Water-contaminated fuel caused a plane bound for Port Hardy to crash into a forest just after taking off from Bella Bella, forcing four passengers and the pilot to bushwhack to get help, an investigation has determined. The twin-engine plane lost power to both engines shortly after takeoff on Dec. 18, 2023, and crashed, according to the Transportation Safety Board of Canada.
A passenger on board the Grumman Goose amphibious aircraft previously told the Times Colonist the plane crashed nose-first into a forest near the Bella Bella airport. Kelsy Wurzinger heard the engine sputter, “and then it was just complete silence as we flew down into the trees. All you could hear was us hitting the trees,” she said, adding the plane “kind of crumbled” around them. All five on board bushwhacked through dense forest and heavy rain about half a kilometre to a road where people who had watched the plane go down were waiting.
The safety board’s investigation determined the aircraft, owned by Port Hardy-based Wilderness Seaplanes, was refuelled from a fuel drum in Bella Bella that was stored upright, which likely allowed water to enter the drum via the vent or plug. The operator was unaware of Transport Canada’s guidance that fuel drums be stored on their sides, according to the safety board.

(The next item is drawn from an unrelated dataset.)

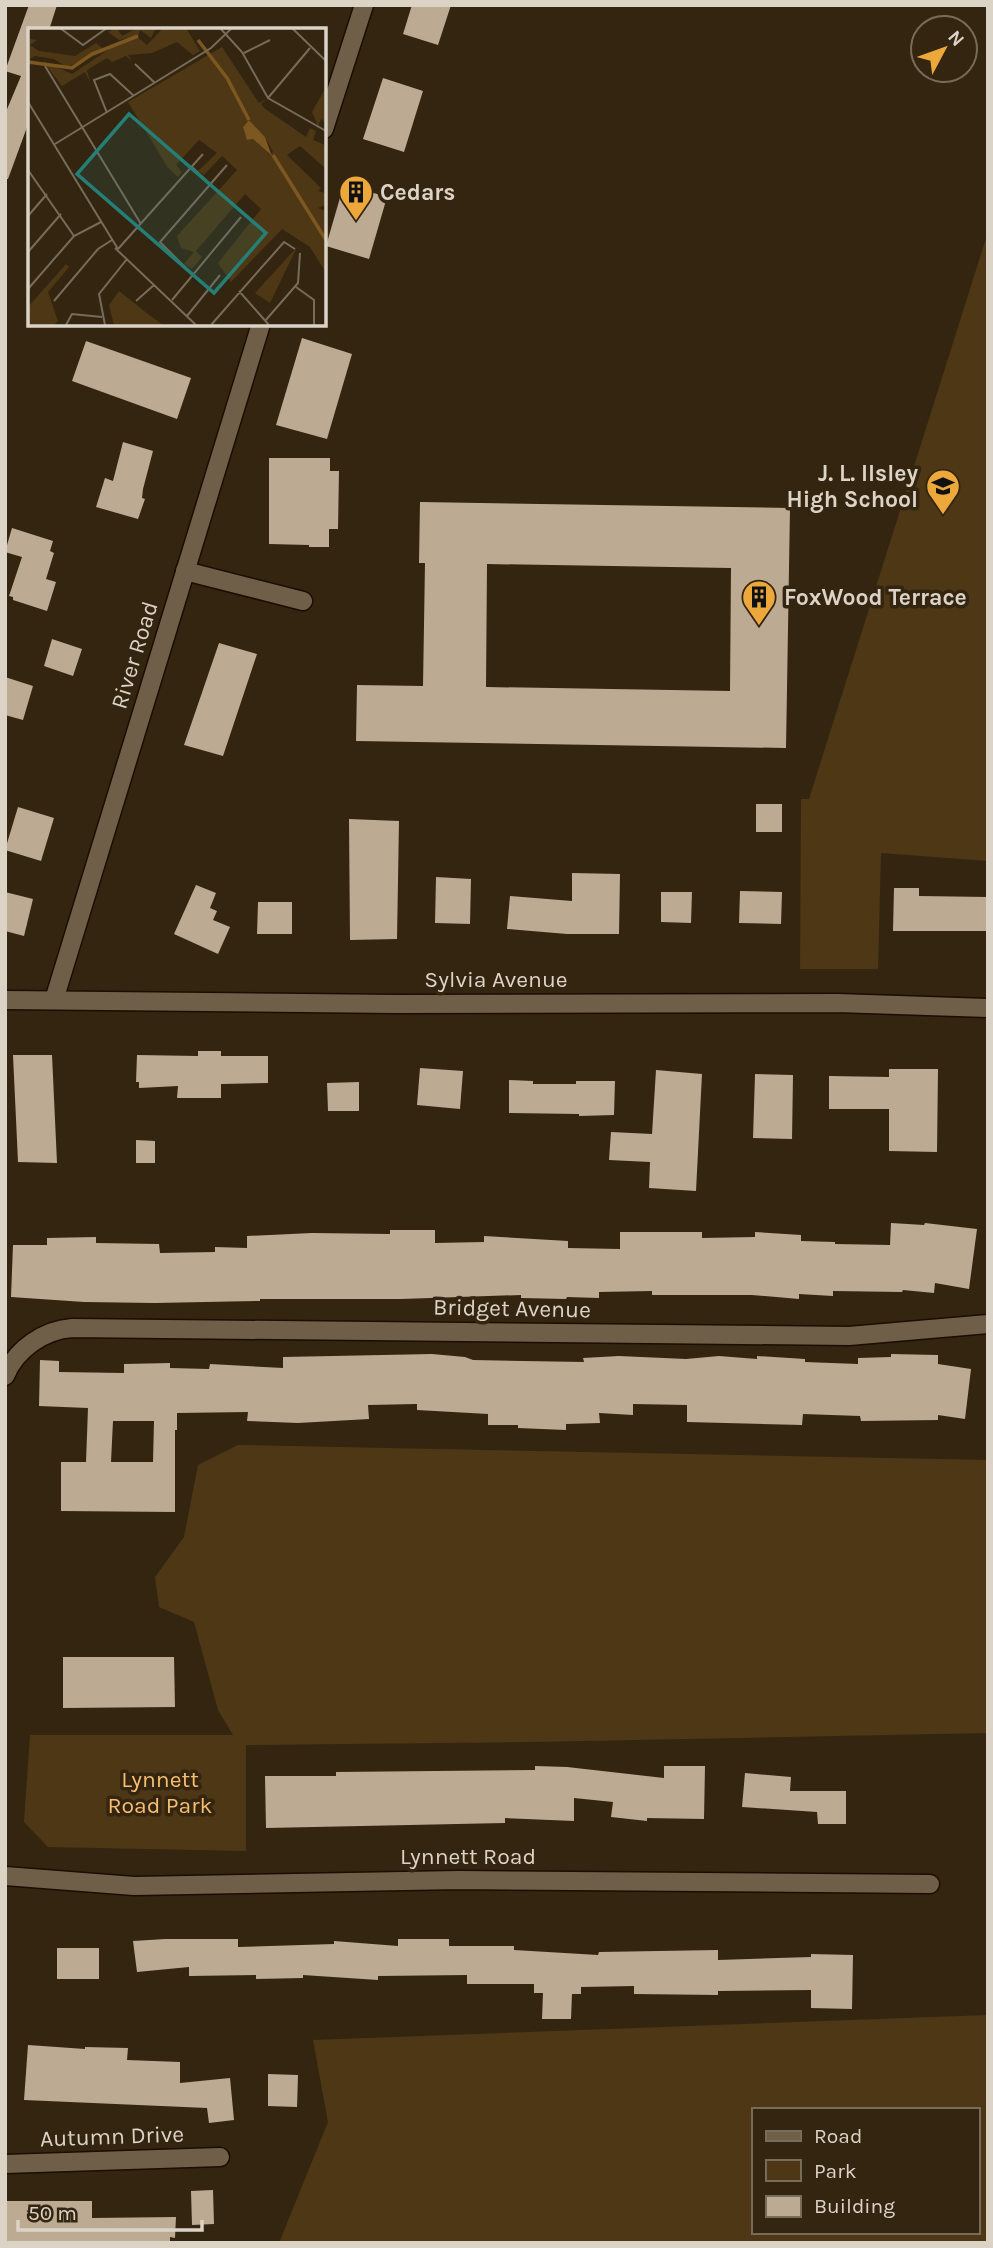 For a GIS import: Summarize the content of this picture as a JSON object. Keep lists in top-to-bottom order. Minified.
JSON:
{"streets":{"street":["River Road","Sylvia Avenue","Bridget Avenue","Lynnett Road","Autumn Drive"]},"crossings":[["River Road","Sylvia Avenue"]],"parks":["Lynnett Road Park"],"places":{"building":["Cedars","FoxWood Terrace"],"school or university":["J. L. Ilsley High School"]},"legend":["Road","Park","Building"],"scale_bar":"50 m","north":"top right"}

Common safeguards to protect against contamination, such as filters and water-detection paste, which changes colour when exposed to water, were not used, and because it was assumed the task of fuelling was simple and that pilots would have prior experience, no training or clear procedures were provided, the safety board found. Fuel sampling was only required during daily inspections, and it had become normalized to omit the task, according to the investigation report. The safety board said the incident highlights the “serious risks” of fuel contamination when proper precautions are not taken during drum fuelling.

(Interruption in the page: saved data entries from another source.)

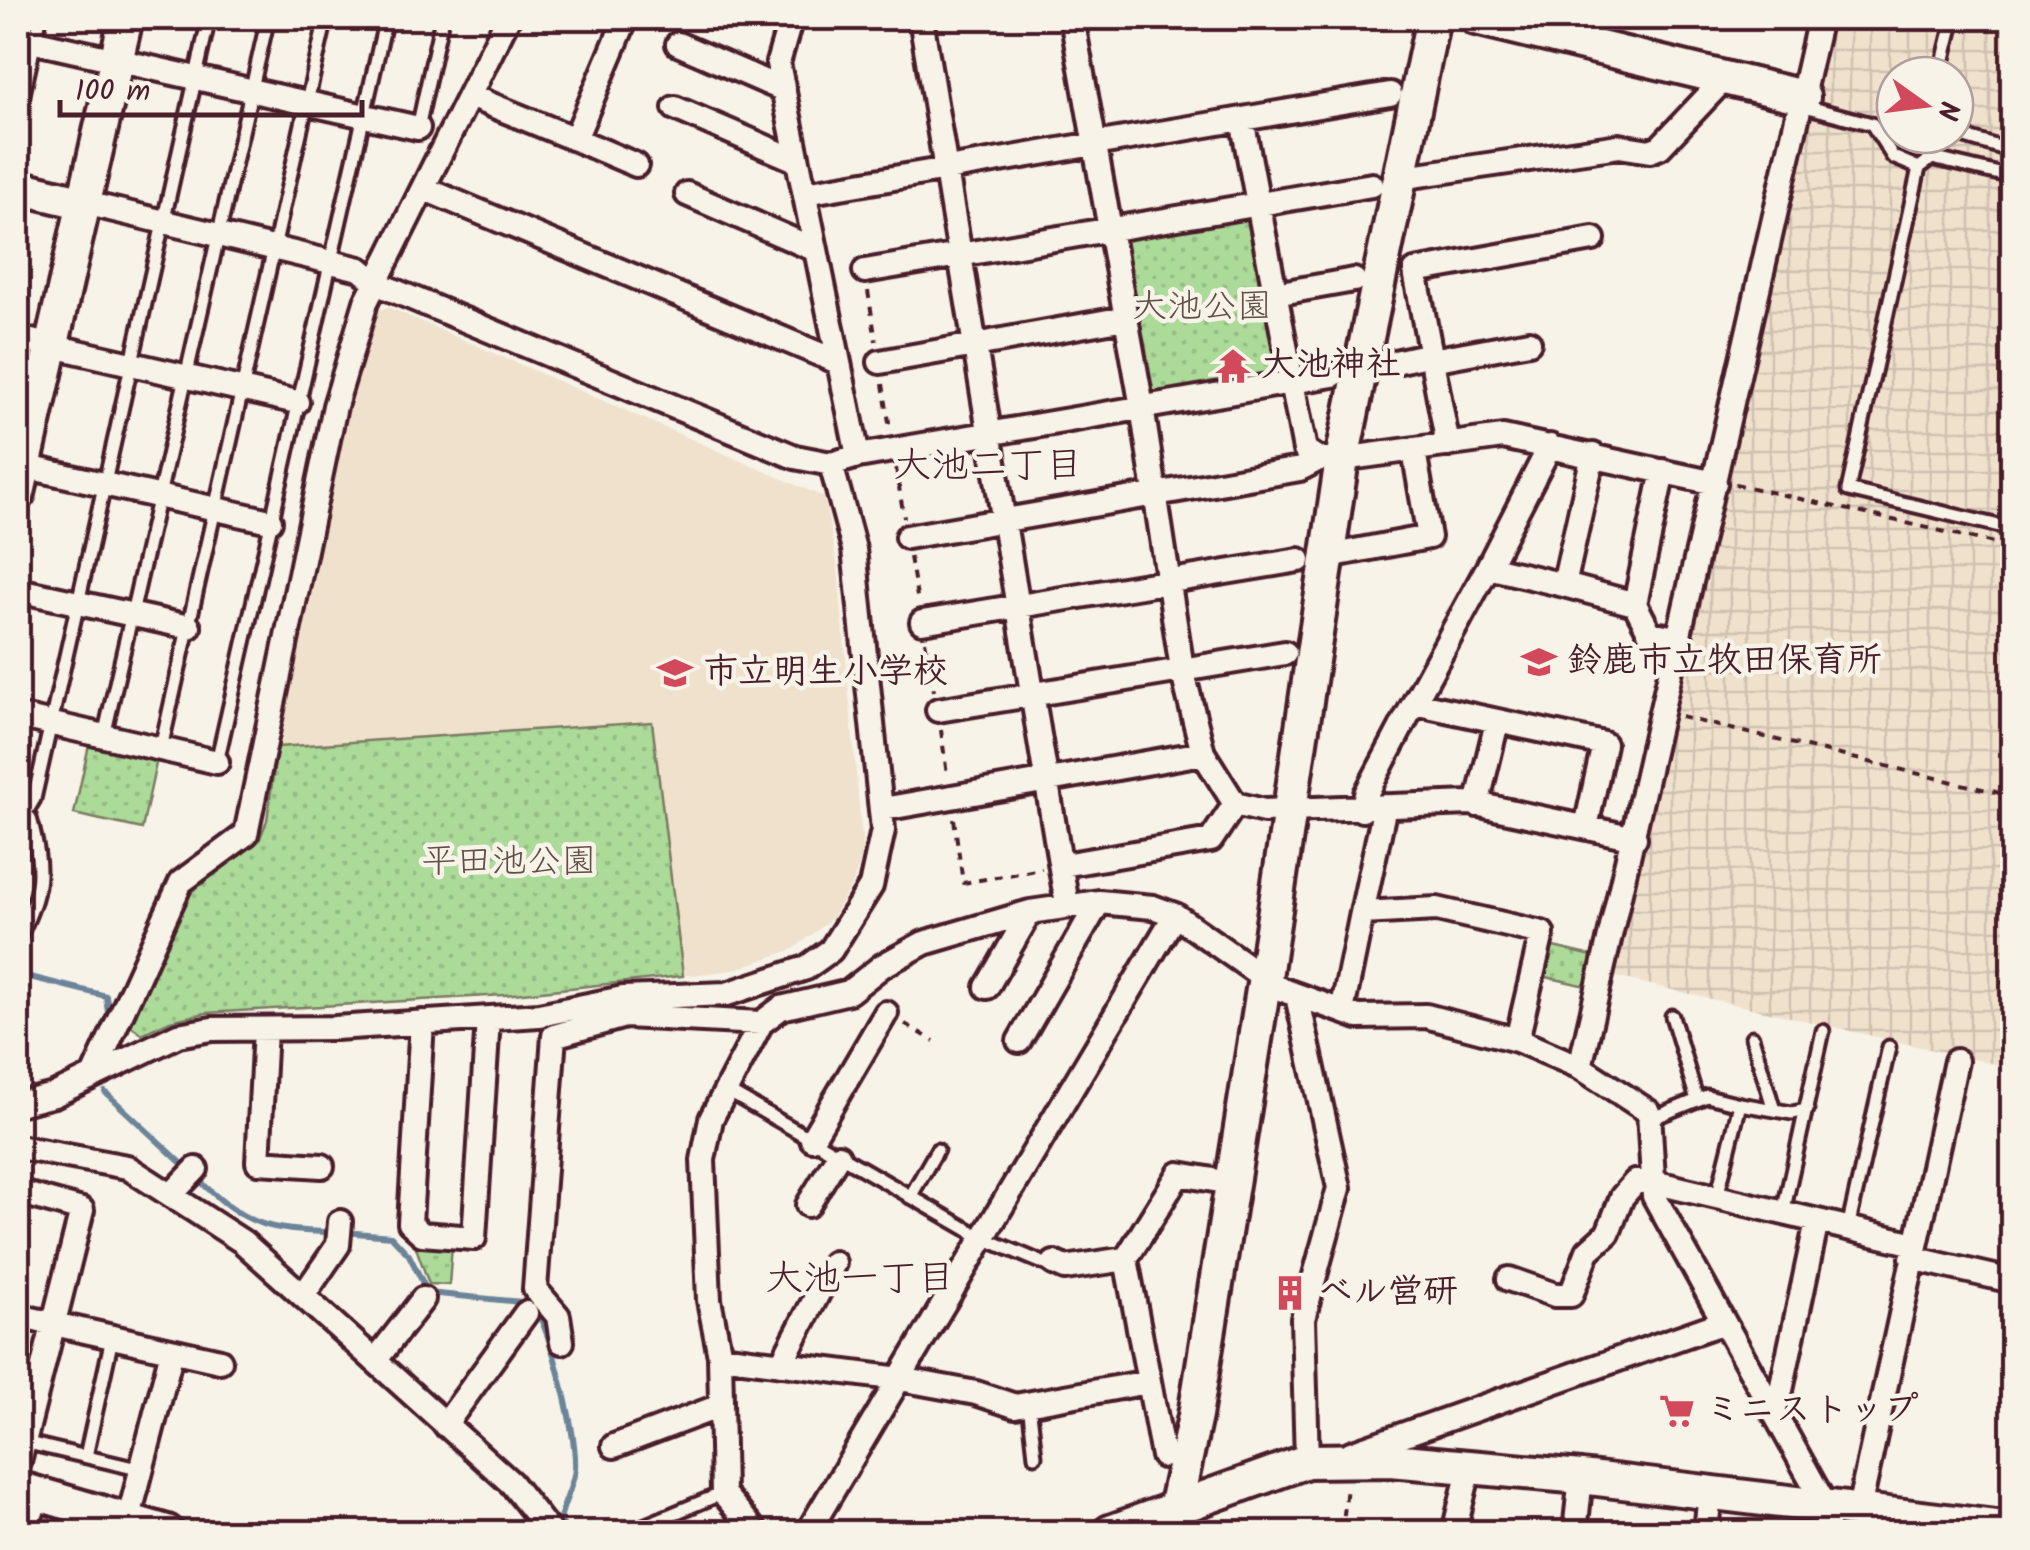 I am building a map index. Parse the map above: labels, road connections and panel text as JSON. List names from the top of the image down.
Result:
{
  "districts": ["大池二丁目", "大池一丁目"],
  "parks": ["大池公園", "平田池公園"],
  "places": {
    "temple": ["大池神社"],
    "school or university": ["鈴鹿市立牧田保育所", "市立明生小学校"],
    "building": ["べル営研"],
    "supermarket": ["ミニストップ"]
  },
  "scale_bar": "100 m",
  "north": "right"
}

Following the crash, Wilderness Seaplanes equipped its two other Grumman Goose aircraft with a clear container that simplified one-person fuel sampling from the cockpit and made it mandatory to collect and inspect a fuel sample after fuelling aircraft from any source other than a fuel truck or fuel tanks at two specified locations, the safety board said. The aircraft involved in the crash was damaged beyond repair. The pilot, who had worked for the company for about six years and was the chief pilot, was fired after the crash.

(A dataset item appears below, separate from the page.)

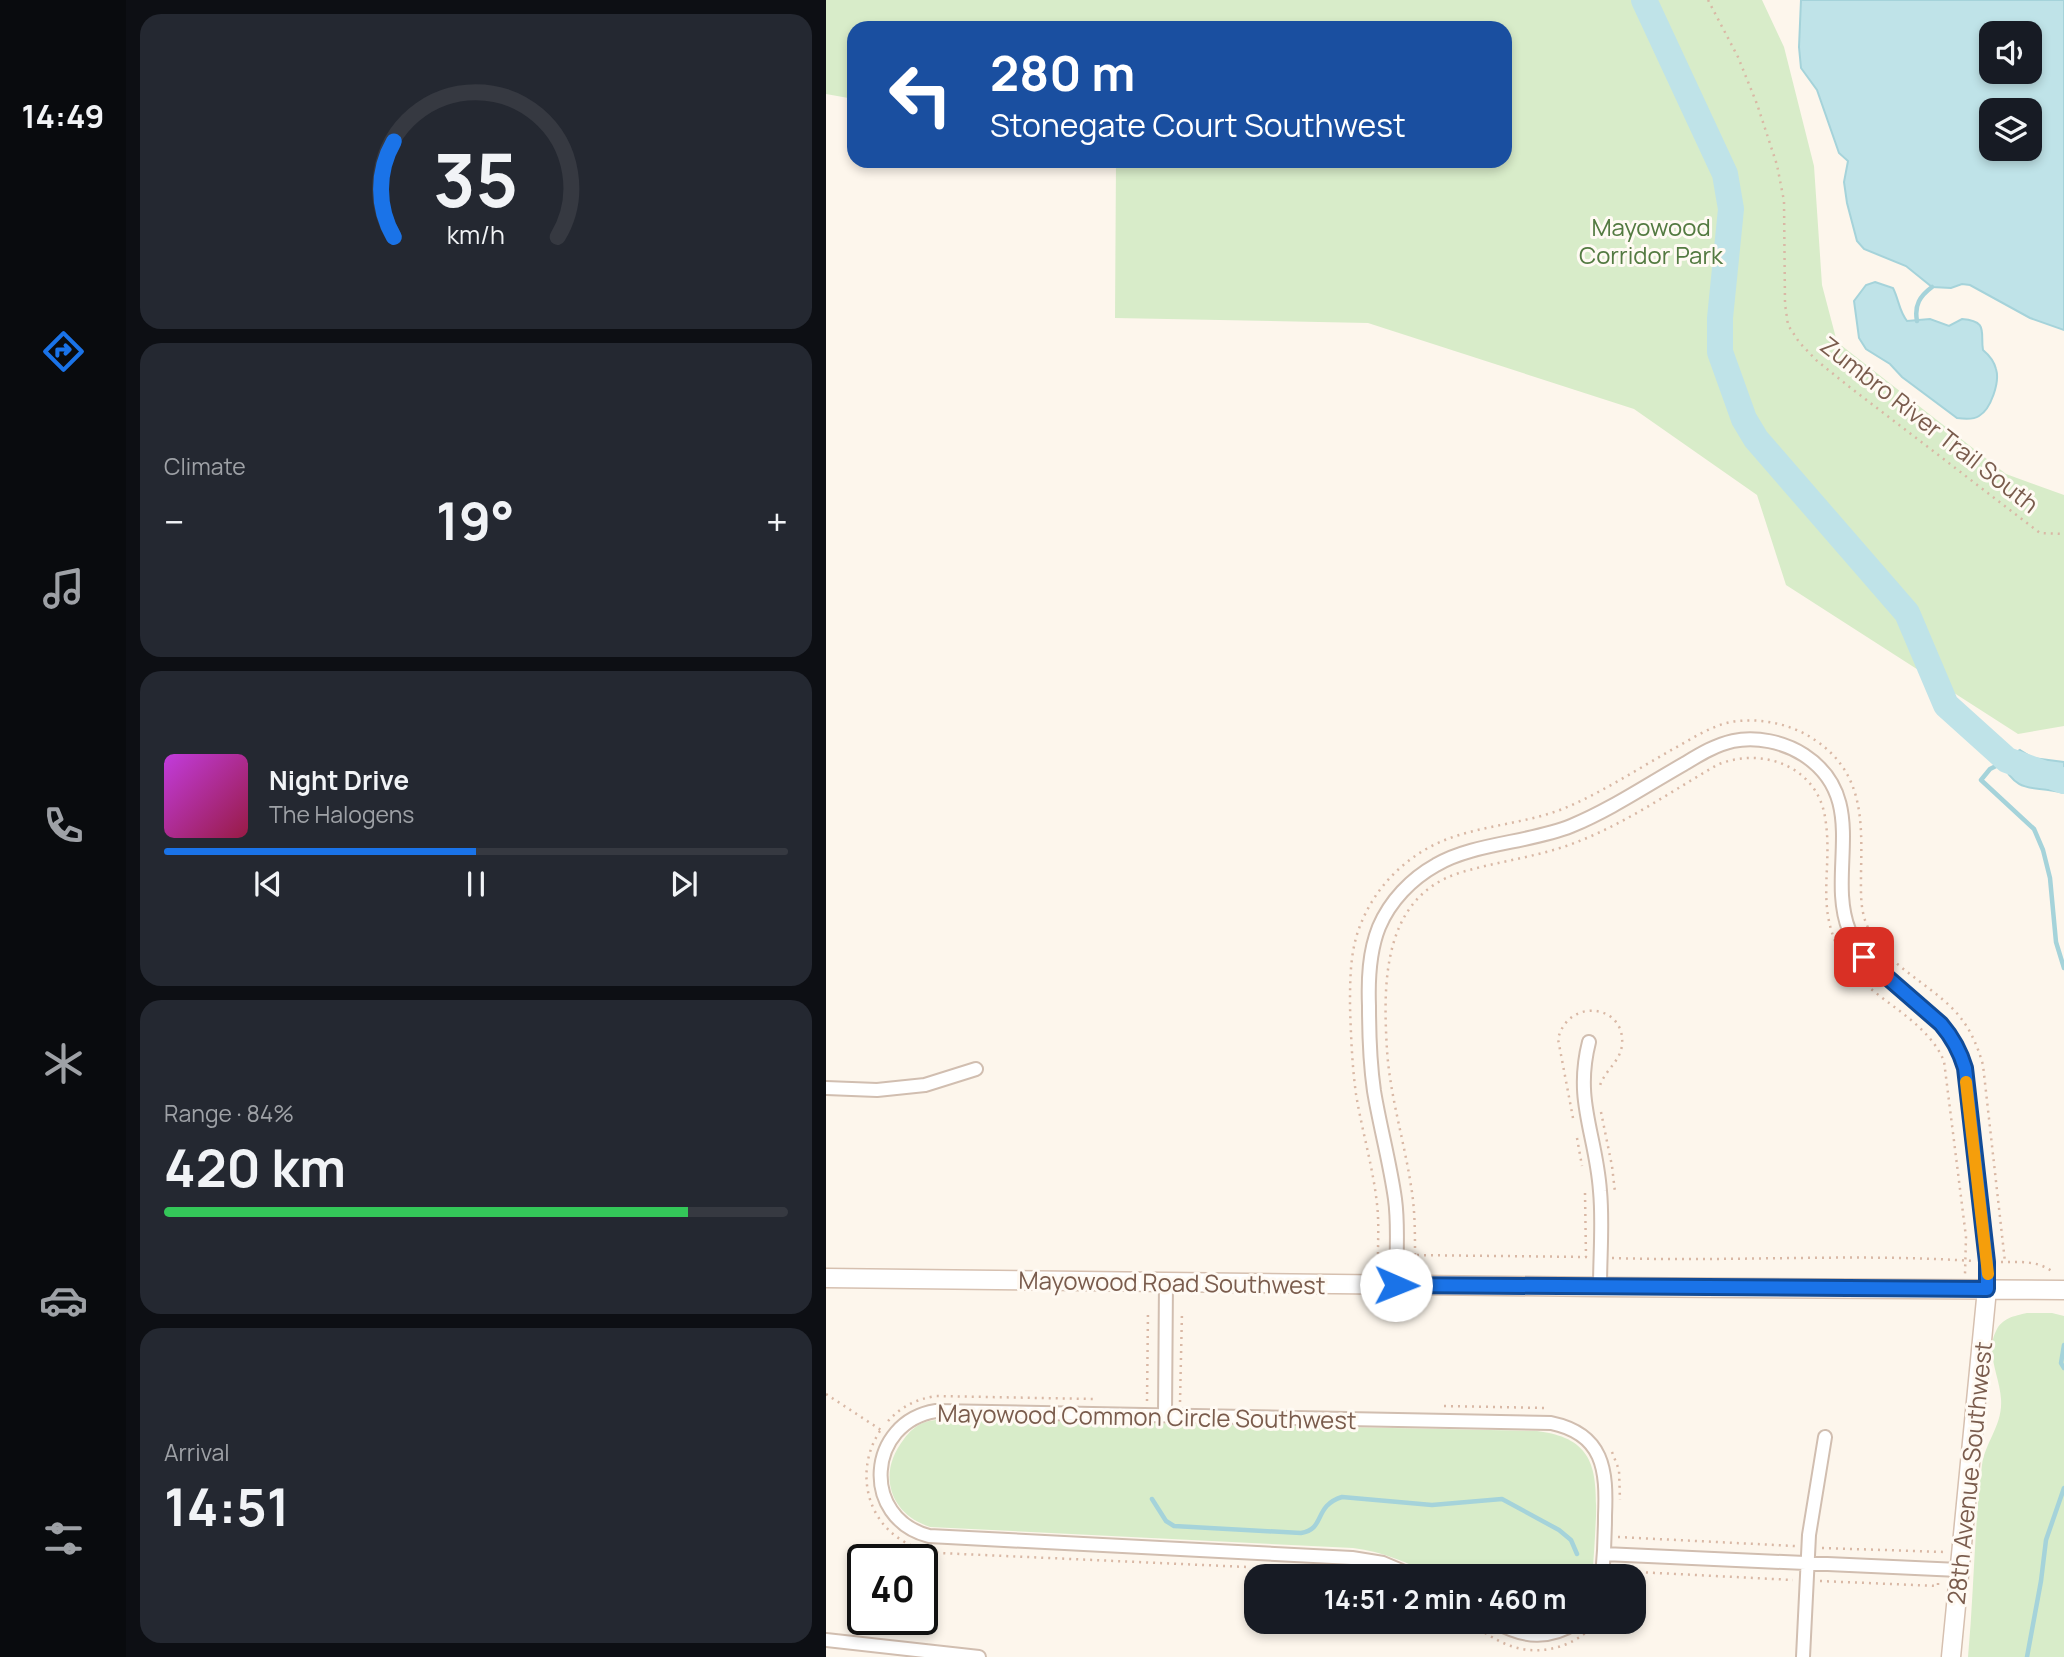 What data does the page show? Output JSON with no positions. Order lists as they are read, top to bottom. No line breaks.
{"streets":{"street":["Mayowood Road Southwest","Mayowood Common Circle Southwest","28th Avenue Southwest"],"path":["Zumbro River Trail South"]},"crossings":[["Mayowood Road Southwest","28th Avenue Southwest"]],"parks":["Mayowood Corridor Park"],"page":{"tabs":"14:49","turn":["280 m","Stonegate Court Southwest"],"tile":["Climate",["Range · 84%","420 km"],["Arrival","14:51"]],"heat":["−","19°","+"],"song":["Night Drive","The Halogens"],"limit":"40","trip":"14:51 · 2 min · 460 m","gauge":["35","km/h"]}}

Vince Crooks, operations manager for Wilderness Seaplanes, said a series of missteps led to the crash, which occurred on the third flight of the day for the pilot and the plane. He first transported passengers from Port Hardy to a fish farm at Kid Bay. A return flight to Port Hardy was diverted due to weather conditions to Bella Bella, where the aircraft was fuelled from a fuel drum that was being used after the company’s fuel truck in Bella Bella broke down. While a fuel truck contains filtration systems to protect against contamination, those safeguards must be added to a fuel drum, Crooks said. The company had used the fuel drum once and decided it needed a new filter, which was sitting in a box at the time of the crash, he said.
“It takes a bit of effort to get it all assembled, and there was nobody there to do it,” Crooks said.
The plane should have been grounded in Bella Bella due to an issue with its landing gear, but the pilot did not disclose the defect to the company, Crooks said. If he had, Wilderness Seaplanes would have ordered the plane grounded, and the pilot and passengers would have spent the night in Bella Bella. In that case, the pilot would have completed routine checks the next morning that likely would have caught the fuel contamination, Crooks said.
“There’s not usually [just] one thing — there’s usually a series of events,” he said. “We’re always looking for these hazards, and sometimes things don’t always register as they should.”